Task instructions —
Would you please copy each line of the data in which the string "labels" occurs?

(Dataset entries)
----------------

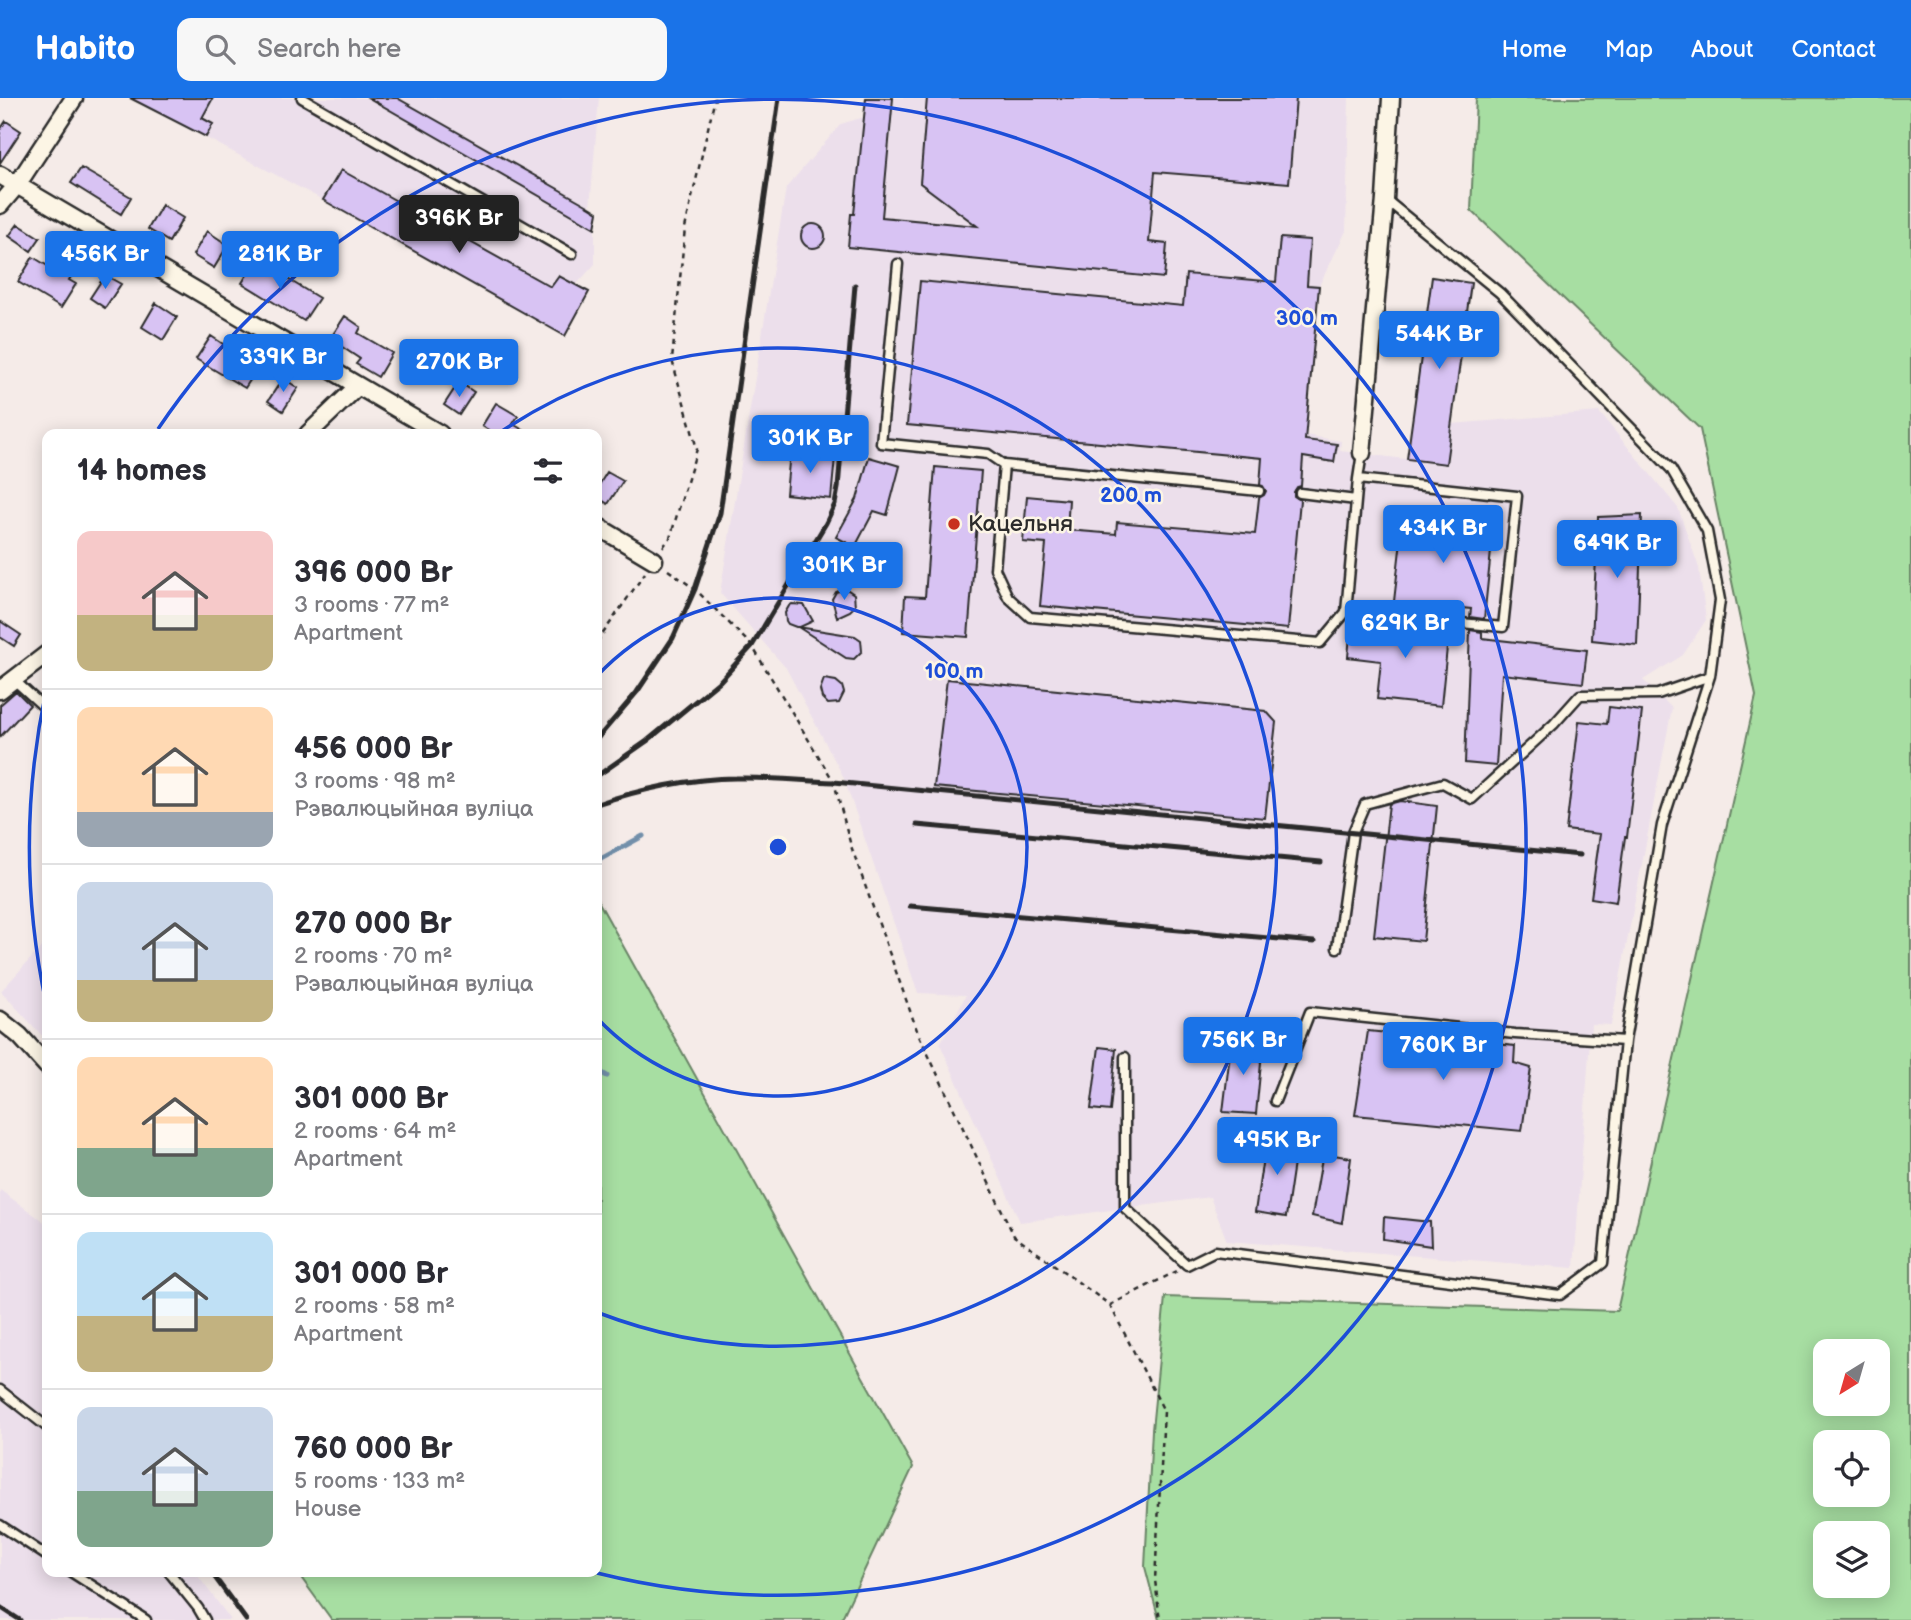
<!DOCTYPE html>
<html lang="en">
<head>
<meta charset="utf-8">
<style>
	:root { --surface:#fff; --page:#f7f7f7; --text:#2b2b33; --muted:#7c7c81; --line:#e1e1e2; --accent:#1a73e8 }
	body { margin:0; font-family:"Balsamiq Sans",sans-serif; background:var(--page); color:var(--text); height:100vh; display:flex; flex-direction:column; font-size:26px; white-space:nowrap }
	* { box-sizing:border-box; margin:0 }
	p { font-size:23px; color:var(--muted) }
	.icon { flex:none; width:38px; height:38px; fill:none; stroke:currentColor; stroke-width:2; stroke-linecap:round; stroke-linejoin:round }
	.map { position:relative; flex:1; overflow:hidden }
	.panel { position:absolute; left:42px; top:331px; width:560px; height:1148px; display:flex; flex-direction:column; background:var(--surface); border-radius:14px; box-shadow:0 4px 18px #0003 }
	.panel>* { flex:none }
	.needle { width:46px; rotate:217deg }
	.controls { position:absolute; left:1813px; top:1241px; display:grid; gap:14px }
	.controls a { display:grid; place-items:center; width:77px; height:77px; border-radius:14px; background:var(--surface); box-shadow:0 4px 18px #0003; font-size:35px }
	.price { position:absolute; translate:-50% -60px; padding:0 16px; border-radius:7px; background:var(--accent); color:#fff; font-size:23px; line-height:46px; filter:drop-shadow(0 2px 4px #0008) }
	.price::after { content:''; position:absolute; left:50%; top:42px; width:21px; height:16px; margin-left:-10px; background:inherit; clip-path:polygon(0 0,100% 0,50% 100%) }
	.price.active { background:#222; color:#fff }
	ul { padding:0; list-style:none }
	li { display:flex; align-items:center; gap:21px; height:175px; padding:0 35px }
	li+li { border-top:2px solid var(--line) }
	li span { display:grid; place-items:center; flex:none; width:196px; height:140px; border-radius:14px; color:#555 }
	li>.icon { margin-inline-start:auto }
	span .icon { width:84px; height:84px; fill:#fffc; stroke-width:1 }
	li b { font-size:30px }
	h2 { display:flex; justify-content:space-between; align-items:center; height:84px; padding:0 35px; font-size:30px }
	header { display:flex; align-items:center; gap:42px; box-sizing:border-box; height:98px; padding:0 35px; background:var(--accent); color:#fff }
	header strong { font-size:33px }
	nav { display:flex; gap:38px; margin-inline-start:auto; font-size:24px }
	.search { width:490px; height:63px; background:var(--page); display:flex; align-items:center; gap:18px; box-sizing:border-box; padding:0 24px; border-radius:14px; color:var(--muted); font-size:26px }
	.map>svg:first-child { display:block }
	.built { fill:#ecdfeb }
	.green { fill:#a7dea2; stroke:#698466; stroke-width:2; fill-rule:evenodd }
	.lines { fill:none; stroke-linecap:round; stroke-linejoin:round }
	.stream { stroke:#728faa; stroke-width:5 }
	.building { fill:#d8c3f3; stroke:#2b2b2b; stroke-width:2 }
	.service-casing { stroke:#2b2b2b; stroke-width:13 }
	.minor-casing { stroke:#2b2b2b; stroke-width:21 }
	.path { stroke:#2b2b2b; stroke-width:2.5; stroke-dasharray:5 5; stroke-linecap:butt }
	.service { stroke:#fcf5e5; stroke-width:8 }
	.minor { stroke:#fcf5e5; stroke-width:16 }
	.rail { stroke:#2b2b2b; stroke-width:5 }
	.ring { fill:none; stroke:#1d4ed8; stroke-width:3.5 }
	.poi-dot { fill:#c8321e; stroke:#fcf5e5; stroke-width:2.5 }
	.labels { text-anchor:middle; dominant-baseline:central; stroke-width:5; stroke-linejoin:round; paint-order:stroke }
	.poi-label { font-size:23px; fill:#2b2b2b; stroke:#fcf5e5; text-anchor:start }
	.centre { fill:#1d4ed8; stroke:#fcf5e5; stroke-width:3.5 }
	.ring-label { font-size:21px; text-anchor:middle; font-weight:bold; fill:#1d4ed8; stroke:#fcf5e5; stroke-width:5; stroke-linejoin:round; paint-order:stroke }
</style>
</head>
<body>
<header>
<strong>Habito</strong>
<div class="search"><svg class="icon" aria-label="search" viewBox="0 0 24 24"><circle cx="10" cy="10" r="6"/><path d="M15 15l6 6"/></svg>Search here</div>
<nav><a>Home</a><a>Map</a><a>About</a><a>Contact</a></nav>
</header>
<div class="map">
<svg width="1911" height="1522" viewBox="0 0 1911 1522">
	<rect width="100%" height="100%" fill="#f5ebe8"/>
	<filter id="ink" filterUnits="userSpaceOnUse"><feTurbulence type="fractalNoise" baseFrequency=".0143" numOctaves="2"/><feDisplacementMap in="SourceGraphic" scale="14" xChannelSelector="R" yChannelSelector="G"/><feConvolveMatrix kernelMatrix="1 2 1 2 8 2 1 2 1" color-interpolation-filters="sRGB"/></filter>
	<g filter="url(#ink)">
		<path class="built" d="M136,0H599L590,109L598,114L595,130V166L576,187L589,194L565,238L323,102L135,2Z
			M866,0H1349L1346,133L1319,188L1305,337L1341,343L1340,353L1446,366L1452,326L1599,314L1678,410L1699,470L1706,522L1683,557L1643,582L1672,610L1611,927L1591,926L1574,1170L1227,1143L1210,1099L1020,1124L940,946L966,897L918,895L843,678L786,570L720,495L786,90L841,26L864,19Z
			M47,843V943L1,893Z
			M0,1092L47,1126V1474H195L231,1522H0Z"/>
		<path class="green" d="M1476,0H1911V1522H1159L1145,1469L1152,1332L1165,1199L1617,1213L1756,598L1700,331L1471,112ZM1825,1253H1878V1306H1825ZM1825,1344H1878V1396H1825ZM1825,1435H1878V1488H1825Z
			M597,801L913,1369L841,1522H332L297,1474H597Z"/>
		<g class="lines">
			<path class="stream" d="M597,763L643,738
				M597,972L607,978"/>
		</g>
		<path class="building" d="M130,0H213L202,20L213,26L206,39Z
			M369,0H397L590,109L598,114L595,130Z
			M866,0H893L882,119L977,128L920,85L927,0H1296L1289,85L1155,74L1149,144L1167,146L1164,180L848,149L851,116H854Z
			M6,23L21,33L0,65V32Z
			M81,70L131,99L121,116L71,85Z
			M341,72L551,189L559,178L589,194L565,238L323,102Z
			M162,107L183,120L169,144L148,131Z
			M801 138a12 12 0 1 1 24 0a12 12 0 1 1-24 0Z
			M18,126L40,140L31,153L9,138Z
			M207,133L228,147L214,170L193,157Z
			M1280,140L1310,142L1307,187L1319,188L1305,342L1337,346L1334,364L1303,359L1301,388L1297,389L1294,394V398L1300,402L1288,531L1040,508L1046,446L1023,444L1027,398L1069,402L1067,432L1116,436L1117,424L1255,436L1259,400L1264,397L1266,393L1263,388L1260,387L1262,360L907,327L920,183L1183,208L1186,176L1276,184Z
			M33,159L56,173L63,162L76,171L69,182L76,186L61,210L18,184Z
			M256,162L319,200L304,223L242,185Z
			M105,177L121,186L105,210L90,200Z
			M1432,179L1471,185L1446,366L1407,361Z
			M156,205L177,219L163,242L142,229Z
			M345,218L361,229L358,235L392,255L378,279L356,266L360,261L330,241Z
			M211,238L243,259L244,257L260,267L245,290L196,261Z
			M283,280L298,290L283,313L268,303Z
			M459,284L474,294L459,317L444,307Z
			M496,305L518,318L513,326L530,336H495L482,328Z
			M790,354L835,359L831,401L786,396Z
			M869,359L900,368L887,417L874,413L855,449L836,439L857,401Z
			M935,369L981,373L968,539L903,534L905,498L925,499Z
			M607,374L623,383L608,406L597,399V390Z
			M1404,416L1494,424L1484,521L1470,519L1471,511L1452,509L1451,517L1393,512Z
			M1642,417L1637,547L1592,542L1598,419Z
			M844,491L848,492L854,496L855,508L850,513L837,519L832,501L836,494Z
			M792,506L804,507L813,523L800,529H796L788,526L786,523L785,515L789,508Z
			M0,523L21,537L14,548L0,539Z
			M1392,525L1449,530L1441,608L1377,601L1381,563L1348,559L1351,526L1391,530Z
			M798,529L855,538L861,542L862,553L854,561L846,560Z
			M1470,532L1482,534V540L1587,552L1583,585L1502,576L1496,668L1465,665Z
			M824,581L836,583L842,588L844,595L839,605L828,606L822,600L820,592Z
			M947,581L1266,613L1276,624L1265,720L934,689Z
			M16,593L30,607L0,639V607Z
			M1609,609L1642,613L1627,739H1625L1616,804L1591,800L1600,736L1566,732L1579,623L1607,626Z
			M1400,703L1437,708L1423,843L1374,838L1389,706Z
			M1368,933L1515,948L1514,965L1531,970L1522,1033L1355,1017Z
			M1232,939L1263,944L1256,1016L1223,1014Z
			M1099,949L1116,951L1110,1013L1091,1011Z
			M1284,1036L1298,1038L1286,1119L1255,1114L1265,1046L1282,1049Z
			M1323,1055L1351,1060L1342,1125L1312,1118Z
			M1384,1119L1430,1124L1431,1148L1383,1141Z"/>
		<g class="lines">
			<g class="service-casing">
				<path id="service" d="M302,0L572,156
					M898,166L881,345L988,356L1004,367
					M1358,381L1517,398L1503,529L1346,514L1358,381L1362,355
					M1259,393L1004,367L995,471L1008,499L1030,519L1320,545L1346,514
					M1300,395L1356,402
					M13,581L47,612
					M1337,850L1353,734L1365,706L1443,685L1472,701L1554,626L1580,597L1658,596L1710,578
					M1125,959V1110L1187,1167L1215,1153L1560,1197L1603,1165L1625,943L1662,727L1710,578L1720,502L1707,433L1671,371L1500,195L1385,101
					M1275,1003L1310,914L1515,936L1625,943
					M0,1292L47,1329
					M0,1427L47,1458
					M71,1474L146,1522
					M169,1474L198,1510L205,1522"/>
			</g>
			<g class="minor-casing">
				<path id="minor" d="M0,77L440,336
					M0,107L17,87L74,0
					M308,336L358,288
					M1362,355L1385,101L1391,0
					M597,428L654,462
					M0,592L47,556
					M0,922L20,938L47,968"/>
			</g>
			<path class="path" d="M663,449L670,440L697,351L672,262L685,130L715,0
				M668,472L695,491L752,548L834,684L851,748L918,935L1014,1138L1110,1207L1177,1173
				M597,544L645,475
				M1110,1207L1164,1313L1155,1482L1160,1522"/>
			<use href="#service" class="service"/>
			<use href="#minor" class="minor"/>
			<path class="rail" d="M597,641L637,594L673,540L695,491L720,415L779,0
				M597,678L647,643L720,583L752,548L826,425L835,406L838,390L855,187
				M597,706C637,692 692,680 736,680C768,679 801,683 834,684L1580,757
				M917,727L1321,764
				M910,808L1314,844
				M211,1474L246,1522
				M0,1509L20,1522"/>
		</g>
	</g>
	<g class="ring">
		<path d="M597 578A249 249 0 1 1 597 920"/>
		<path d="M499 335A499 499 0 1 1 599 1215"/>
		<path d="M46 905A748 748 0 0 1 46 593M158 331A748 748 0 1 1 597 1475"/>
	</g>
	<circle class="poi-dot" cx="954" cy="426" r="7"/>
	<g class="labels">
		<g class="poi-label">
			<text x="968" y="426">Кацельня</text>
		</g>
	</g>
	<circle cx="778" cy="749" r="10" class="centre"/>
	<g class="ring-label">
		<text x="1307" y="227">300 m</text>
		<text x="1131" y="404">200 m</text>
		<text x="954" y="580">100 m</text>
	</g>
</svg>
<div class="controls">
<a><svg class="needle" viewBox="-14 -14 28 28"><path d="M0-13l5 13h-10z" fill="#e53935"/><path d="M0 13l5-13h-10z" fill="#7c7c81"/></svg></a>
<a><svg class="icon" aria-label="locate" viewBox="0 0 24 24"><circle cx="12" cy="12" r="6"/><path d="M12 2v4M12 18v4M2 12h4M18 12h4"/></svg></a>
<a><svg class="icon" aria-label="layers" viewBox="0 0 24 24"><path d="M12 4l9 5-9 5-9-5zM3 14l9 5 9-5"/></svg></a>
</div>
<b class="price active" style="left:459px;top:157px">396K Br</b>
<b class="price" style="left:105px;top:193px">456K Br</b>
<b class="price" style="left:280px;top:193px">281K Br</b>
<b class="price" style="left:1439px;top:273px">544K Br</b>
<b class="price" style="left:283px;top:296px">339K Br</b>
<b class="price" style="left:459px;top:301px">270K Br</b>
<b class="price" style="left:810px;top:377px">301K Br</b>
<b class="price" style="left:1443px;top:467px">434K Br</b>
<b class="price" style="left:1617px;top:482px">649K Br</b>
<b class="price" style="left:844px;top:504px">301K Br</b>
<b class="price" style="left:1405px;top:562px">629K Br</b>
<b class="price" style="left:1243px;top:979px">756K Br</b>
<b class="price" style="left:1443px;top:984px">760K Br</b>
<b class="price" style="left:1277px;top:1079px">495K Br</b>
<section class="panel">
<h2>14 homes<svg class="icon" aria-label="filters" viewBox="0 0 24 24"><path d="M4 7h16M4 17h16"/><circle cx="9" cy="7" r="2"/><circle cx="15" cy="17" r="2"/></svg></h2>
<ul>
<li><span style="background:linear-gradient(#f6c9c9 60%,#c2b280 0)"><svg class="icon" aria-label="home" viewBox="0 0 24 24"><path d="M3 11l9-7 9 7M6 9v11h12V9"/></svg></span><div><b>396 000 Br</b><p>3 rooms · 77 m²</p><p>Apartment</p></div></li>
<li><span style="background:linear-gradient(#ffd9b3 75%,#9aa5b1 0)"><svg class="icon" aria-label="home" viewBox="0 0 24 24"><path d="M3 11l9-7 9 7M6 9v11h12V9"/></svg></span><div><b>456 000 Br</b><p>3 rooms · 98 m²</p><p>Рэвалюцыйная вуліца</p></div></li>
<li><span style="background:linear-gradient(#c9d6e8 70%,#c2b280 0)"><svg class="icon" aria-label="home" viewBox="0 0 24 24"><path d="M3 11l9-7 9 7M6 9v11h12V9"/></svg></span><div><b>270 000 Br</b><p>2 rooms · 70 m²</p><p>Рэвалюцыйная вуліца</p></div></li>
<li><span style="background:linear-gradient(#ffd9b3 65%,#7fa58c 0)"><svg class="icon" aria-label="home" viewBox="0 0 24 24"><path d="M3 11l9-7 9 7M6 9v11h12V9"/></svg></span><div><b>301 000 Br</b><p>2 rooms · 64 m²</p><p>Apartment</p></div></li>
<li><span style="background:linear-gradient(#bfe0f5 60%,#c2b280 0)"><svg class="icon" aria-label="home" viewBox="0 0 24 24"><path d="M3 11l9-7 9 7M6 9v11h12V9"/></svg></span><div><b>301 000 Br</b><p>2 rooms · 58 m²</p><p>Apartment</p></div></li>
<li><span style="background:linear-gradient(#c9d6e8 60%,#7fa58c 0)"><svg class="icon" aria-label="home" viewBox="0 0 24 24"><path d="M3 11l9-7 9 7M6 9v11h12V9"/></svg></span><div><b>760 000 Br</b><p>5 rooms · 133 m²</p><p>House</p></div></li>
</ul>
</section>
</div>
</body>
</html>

----------------

Output for this task —
	.labels { text-anchor:middle; dominant-baseline:central; stroke-width:5; stroke-linejoin:round; paint-order:stroke }
	<g class="labels">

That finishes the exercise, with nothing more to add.